Material for this task
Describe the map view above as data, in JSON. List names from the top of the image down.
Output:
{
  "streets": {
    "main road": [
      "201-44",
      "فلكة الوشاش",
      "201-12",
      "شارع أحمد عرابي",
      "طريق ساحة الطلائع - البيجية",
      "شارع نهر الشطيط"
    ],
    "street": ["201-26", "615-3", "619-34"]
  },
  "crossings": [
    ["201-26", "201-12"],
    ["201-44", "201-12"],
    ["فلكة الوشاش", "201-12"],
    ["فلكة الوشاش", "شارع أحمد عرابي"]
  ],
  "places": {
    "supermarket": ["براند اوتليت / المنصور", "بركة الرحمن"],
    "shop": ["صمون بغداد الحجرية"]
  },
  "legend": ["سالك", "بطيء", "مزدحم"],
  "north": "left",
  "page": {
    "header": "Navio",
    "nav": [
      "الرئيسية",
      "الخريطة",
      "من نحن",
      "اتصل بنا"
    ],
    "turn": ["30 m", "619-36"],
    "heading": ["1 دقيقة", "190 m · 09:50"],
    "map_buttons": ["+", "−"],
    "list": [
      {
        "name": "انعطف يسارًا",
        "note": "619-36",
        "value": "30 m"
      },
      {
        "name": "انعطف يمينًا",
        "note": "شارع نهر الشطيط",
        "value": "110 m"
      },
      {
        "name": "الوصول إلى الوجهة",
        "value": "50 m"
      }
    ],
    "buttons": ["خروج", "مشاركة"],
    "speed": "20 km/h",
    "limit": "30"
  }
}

Task item
Copy the listing word for word, leaving nothing out.

Task output
Describe the map view above as data, in JSON. List names from the top of the image down.
Output:
{
  "streets": {
    "main road": [
      "201-44",
      "فلكة الوشاش",
      "201-12",
      "شارع أحمد عرابي",
      "طريق ساحة الطلائع - البيجية",
      "شارع نهر الشطيط"
    ],
    "street": ["201-26", "615-3", "619-34"]
  },
  "crossings": [
    ["201-26", "201-12"],
    ["201-44", "201-12"],
    ["فلكة الوشاش", "201-12"],
    ["فلكة الوشاش", "شارع أحمد عرابي"]
  ],
  "places": {
    "supermarket": ["براند اوتليت / المنصور", "بركة الرحمن"],
    "shop": ["صمون بغداد الحجرية"]
  },
  "legend": ["سالك", "بطيء", "مزدحم"],
  "north": "left",
  "page": {
    "header": "Navio",
    "nav": [
      "الرئيسية",
      "الخريطة",
      "من نحن",
      "اتصل بنا"
    ],
    "turn": ["30 m", "619-36"],
    "heading": ["1 دقيقة", "190 m · 09:50"],
    "map_buttons": ["+", "−"],
    "list": [
      {
        "name": "انعطف يسارًا",
        "note": "619-36",
        "value": "30 m"
      },
      {
        "name": "انعطف يمينًا",
        "note": "شارع نهر الشطيط",
        "value": "110 m"
      },
      {
        "name": "الوصول إلى الوجهة",
        "value": "50 m"
      }
    ],
    "buttons": ["خروج", "مشاركة"],
    "speed": "20 km/h",
    "limit": "30"
  }
}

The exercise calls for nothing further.